• **TASK REQUIREMENTS**: What you return must be the full data, repeated verbatim, with no pictures in it.

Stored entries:
▬▬▬▬▬▬

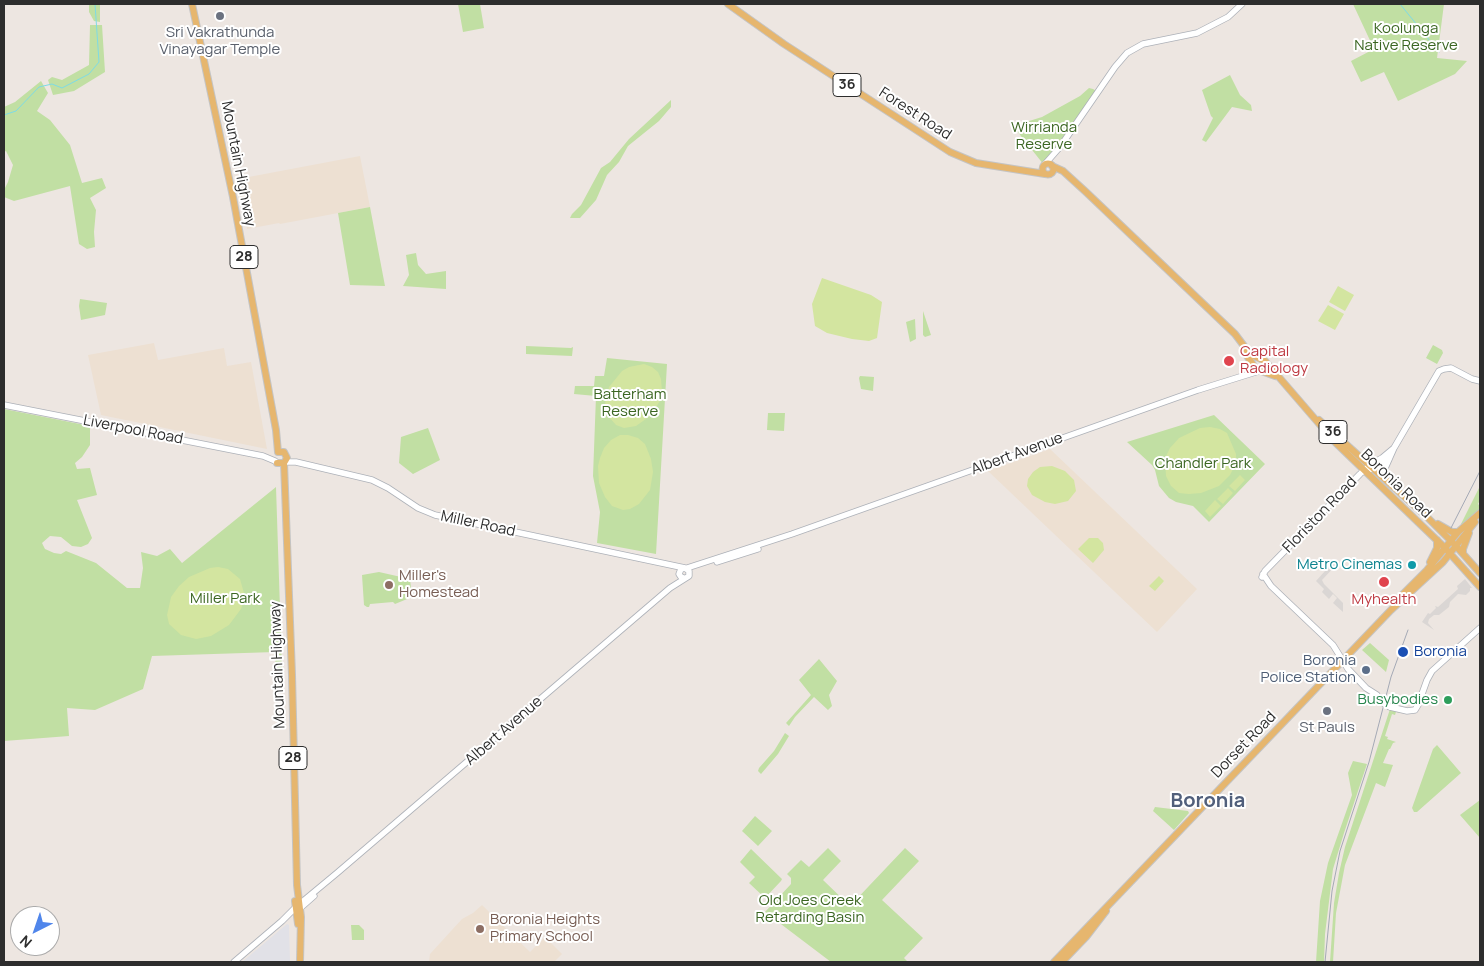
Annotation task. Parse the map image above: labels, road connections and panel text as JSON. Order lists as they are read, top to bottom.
{
  "streets": {
    "main road": [
      "36",
      "Forest Road",
      "Mountain Highway",
      "28",
      "Liverpool Road",
      "Albert Avenue",
      "Boronia Road",
      "Floriston Road",
      "Miller Road",
      "Dorset Road"
    ]
  },
  "crossings": [
    ["36", "Forest Road"],
    ["36", "Boronia Road"],
    ["Forest Road", "Boronia Road"],
    ["Mountain Highway", "Liverpool Road"],
    ["Mountain Highway", "Albert Avenue"],
    ["Mountain Highway", "Miller Road"],
    ["Liverpool Road", "Miller Road"],
    ["Albert Avenue", "Boronia Road"],
    ["Albert Avenue", "Miller Road"],
    ["Boronia Road", "Floriston Road"],
    ["Boronia Road", "Dorset Road"],
    ["Floriston Road", "Dorset Road"]
  ],
  "districts": ["Boronia"],
  "parks": [
    "Koolunga Native Reserve",
    "Wirrianda Reserve",
    "Batterham Reserve",
    "Chandler Park",
    "Miller Park",
    "Old Joes Creek Retarding Basin"
  ],
  "places": [
    "Sri Vakrathunda Vinayagar Temple",
    "Capital Radiology",
    "Metro Cinemas",
    "Myhealth",
    "Miller's Homestead",
    "Boronia",
    "Boronia Police Station",
    "Busybodies",
    "St Pauls",
    "Boronia Heights Primary School"
  ],
  "north": "bottom left"
}
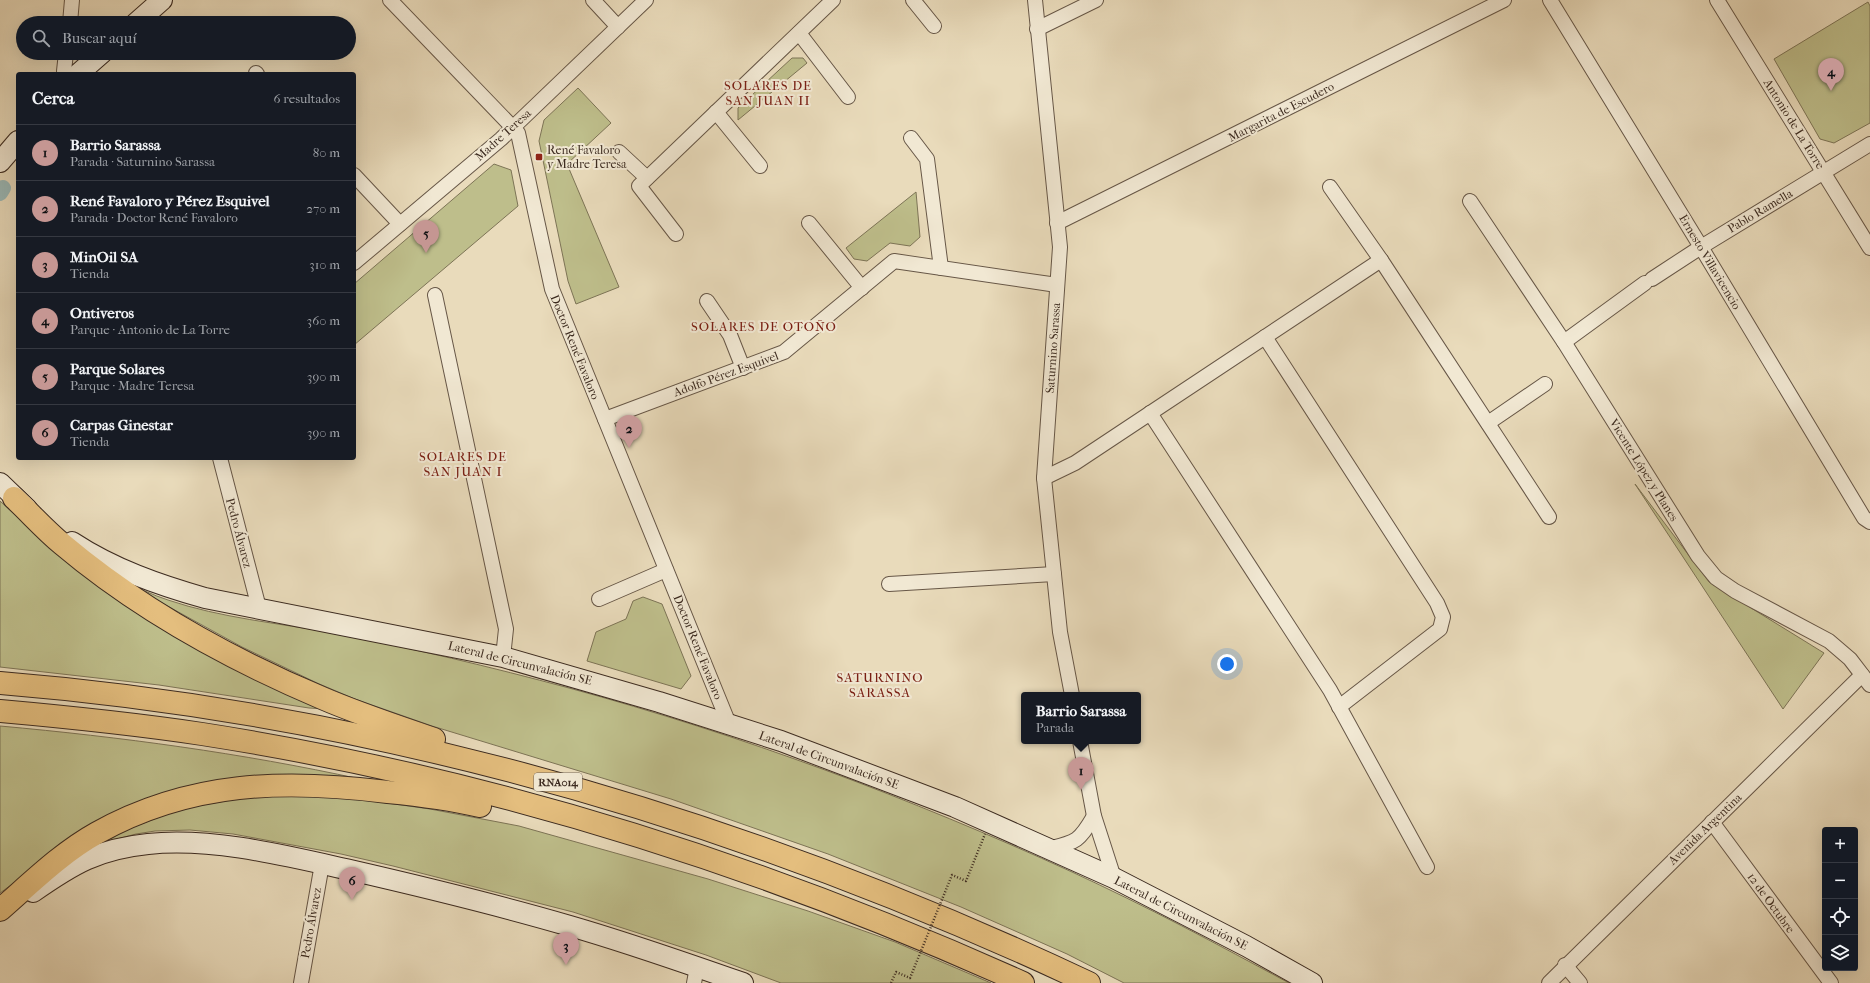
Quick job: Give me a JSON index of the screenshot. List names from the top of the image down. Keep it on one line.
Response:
{"streets":{"highway":["RNA014"],"street":["Margarita de Escudero","Antonio de La Torre","Madre Teresa","Pablo Ramella","Ernesto Villavicencio","Doctor René Favaloro","Saturnino Sarassa","Adolfo Pérez Esquivel","Vicente López y Planes","Pedro Álvarez","Lateral de Circunvalación SE","Avenida Argentina","12 de Octubre"]},"crossings":[["Margarita de Escudero","Saturnino Sarassa"],["Antonio de La Torre","Pablo Ramella"],["Madre Teresa","Doctor René Favaloro"],["Pablo Ramella","Ernesto Villavicencio"],["Pablo Ramella","Vicente López y Planes"],["Doctor René Favaloro","Adolfo Pérez Esquivel"],["Doctor René Favaloro","Lateral de Circunvalación SE"],["Saturnino Sarassa","Adolfo Pérez Esquivel"],["Vicente López y Planes","Avenida Argentina"],["Pedro Álvarez","Lateral de Circunvalación SE"],["Avenida Argentina","12 de Octubre"]],"districts":["SOLARES DE SAN JUAN II","SOLARES DE OTOÑO","SOLARES DE SAN JUAN I","SATURNINO SARASSA"],"places":{"transit":["René Favaloro y Madre Teresa"]},"page":{"search":"Buscar aquí","pins":["4","5","2","1","6","3"],"heading":["Cerca","6 resultados"],"list":[{"mark":"1","name":"Barrio Sarassa","note":"Parada · Saturnino Sarassa","value":"80 m"},{"mark":"2","name":"René Favaloro y Pérez Esquivel","note":"Parada · Doctor René Favaloro","value":"270 m"},{"mark":"3","name":"MinOil SA","note":"Tienda","value":"310 m"},{"mark":"4","name":"Ontiveros","note":"Parque · Antonio de La Torre","value":"360 m"},{"mark":"5","name":"Parque Solares","note":"Parque · Madre Teresa","value":"390 m"},{"mark":"6","name":"Carpas Ginestar","note":"Tienda","value":"390 m"}],"popup":["Barrio Sarassa","Parada"],"map_buttons":["+","−"]}}
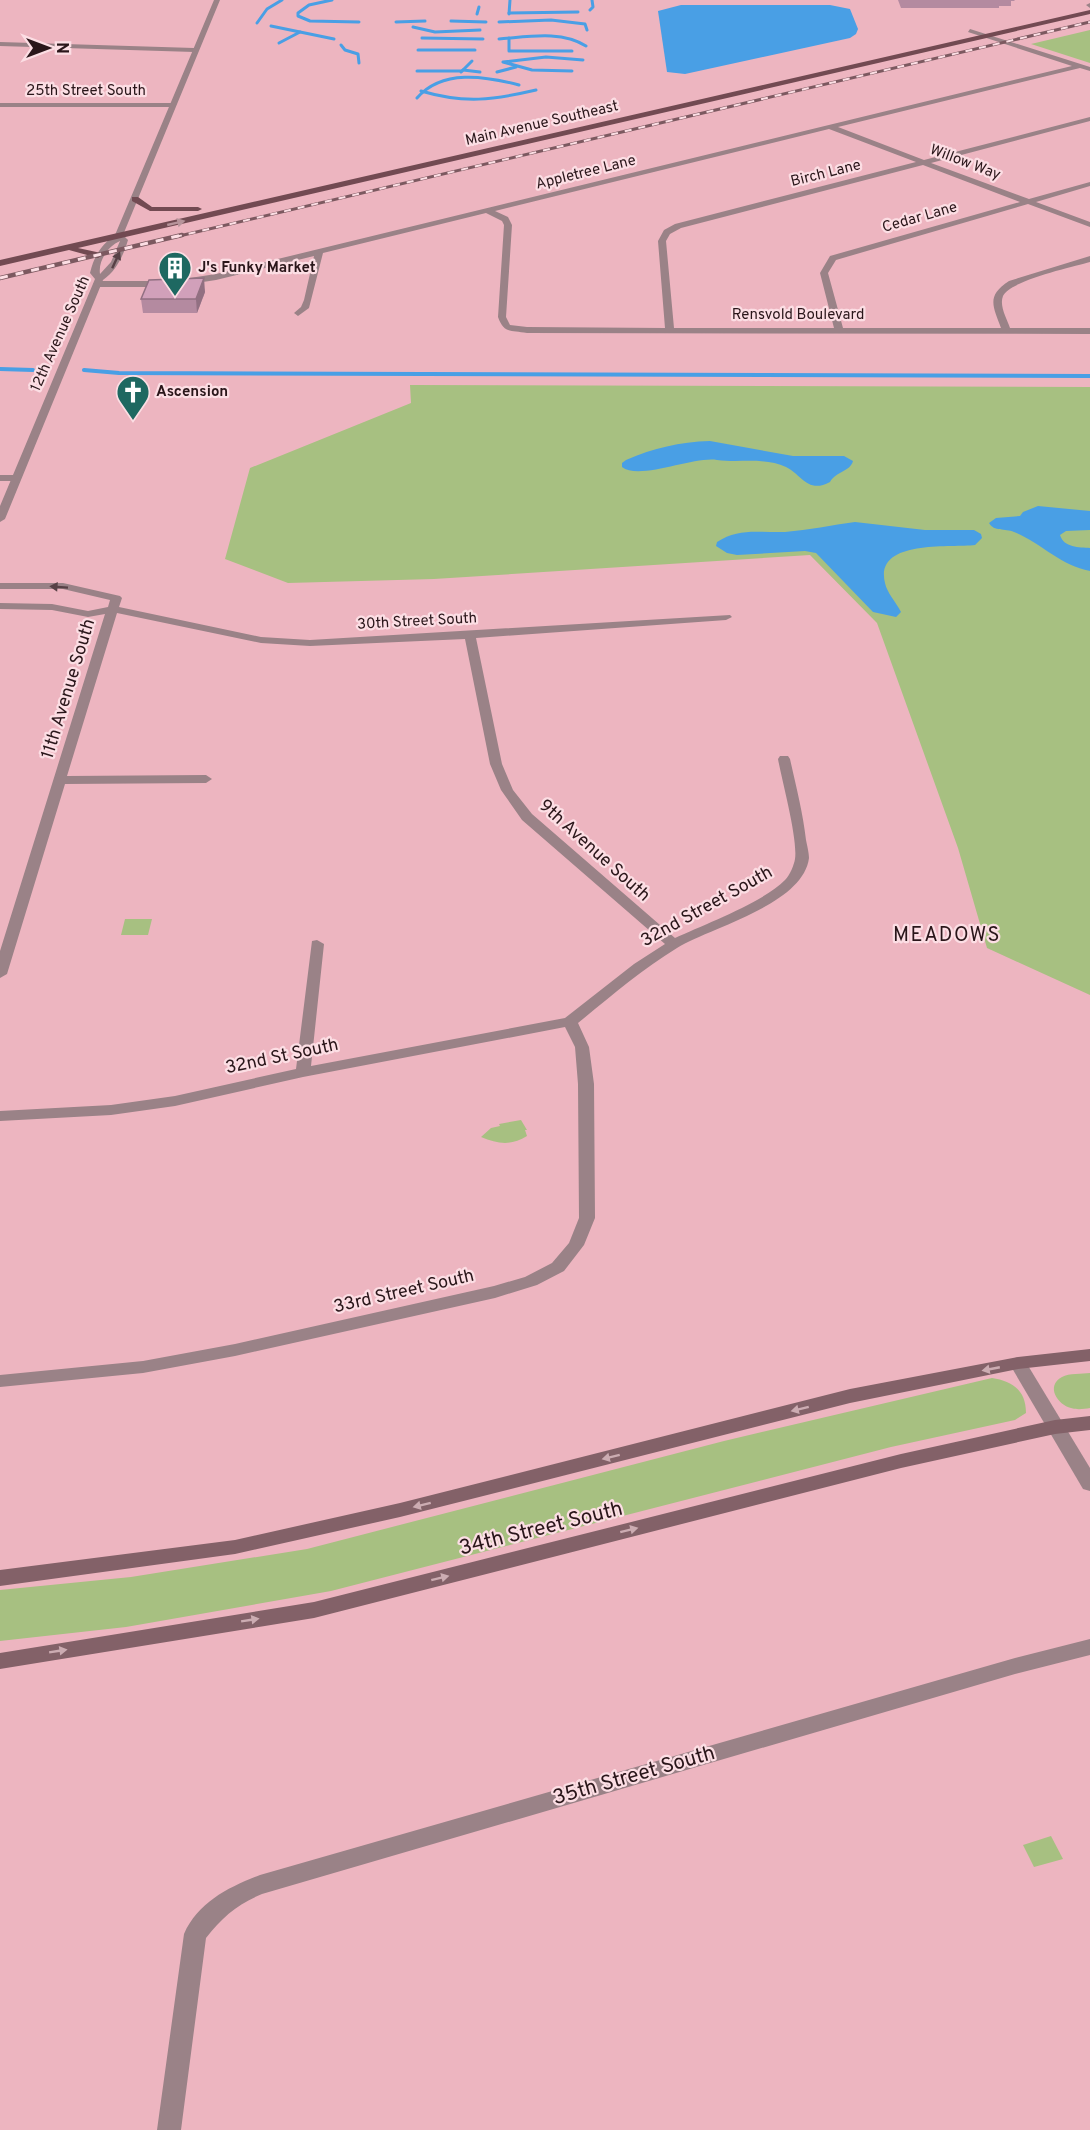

▬▬▬▬▬▬

• **OUTPUT OF THE TASK**:
Annotation task. Parse the map image above: labels, road connections and panel text as JSON. Order lists as they are read, top to bottom.
{
  "streets": {
    "main road": [
      "36",
      "Forest Road",
      "Mountain Highway",
      "28",
      "Liverpool Road",
      "Albert Avenue",
      "Boronia Road",
      "Floriston Road",
      "Miller Road",
      "Dorset Road"
    ]
  },
  "crossings": [
    ["36", "Forest Road"],
    ["36", "Boronia Road"],
    ["Forest Road", "Boronia Road"],
    ["Mountain Highway", "Liverpool Road"],
    ["Mountain Highway", "Albert Avenue"],
    ["Mountain Highway", "Miller Road"],
    ["Liverpool Road", "Miller Road"],
    ["Albert Avenue", "Boronia Road"],
    ["Albert Avenue", "Miller Road"],
    ["Boronia Road", "Floriston Road"],
    ["Boronia Road", "Dorset Road"],
    ["Floriston Road", "Dorset Road"]
  ],
  "districts": ["Boronia"],
  "parks": [
    "Koolunga Native Reserve",
    "Wirrianda Reserve",
    "Batterham Reserve",
    "Chandler Park",
    "Miller Park",
    "Old Joes Creek Retarding Basin"
  ],
  "places": [
    "Sri Vakrathunda Vinayagar Temple",
    "Capital Radiology",
    "Metro Cinemas",
    "Myhealth",
    "Miller's Homestead",
    "Boronia",
    "Boronia Police Station",
    "Busybodies",
    "St Pauls",
    "Boronia Heights Primary School"
  ],
  "north": "bottom left"
}
Quick job: Give me a JSON index of the screenshot. List names from the top of the image down. Keep it on one line.
Response:
{"streets":{"highway":["RNA014"],"street":["Margarita de Escudero","Antonio de La Torre","Madre Teresa","Pablo Ramella","Ernesto Villavicencio","Doctor René Favaloro","Saturnino Sarassa","Adolfo Pérez Esquivel","Vicente López y Planes","Pedro Álvarez","Lateral de Circunvalación SE","Avenida Argentina","12 de Octubre"]},"crossings":[["Margarita de Escudero","Saturnino Sarassa"],["Antonio de La Torre","Pablo Ramella"],["Madre Teresa","Doctor René Favaloro"],["Pablo Ramella","Ernesto Villavicencio"],["Pablo Ramella","Vicente López y Planes"],["Doctor René Favaloro","Adolfo Pérez Esquivel"],["Doctor René Favaloro","Lateral de Circunvalación SE"],["Saturnino Sarassa","Adolfo Pérez Esquivel"],["Vicente López y Planes","Avenida Argentina"],["Pedro Álvarez","Lateral de Circunvalación SE"],["Avenida Argentina","12 de Octubre"]],"districts":["SOLARES DE SAN JUAN II","SOLARES DE OTOÑO","SOLARES DE SAN JUAN I","SATURNINO SARASSA"],"places":{"transit":["René Favaloro y Madre Teresa"]},"page":{"search":"Buscar aquí","pins":["4","5","2","1","6","3"],"heading":["Cerca","6 resultados"],"list":[{"mark":"1","name":"Barrio Sarassa","note":"Parada · Saturnino Sarassa","value":"80 m"},{"mark":"2","name":"René Favaloro y Pérez Esquivel","note":"Parada · Doctor René Favaloro","value":"270 m"},{"mark":"3","name":"MinOil SA","note":"Tienda","value":"310 m"},{"mark":"4","name":"Ontiveros","note":"Parque · Antonio de La Torre","value":"360 m"},{"mark":"5","name":"Parque Solares","note":"Parque · Madre Teresa","value":"390 m"},{"mark":"6","name":"Carpas Ginestar","note":"Tienda","value":"390 m"}],"popup":["Barrio Sarassa","Parada"],"map_buttons":["+","−"]}}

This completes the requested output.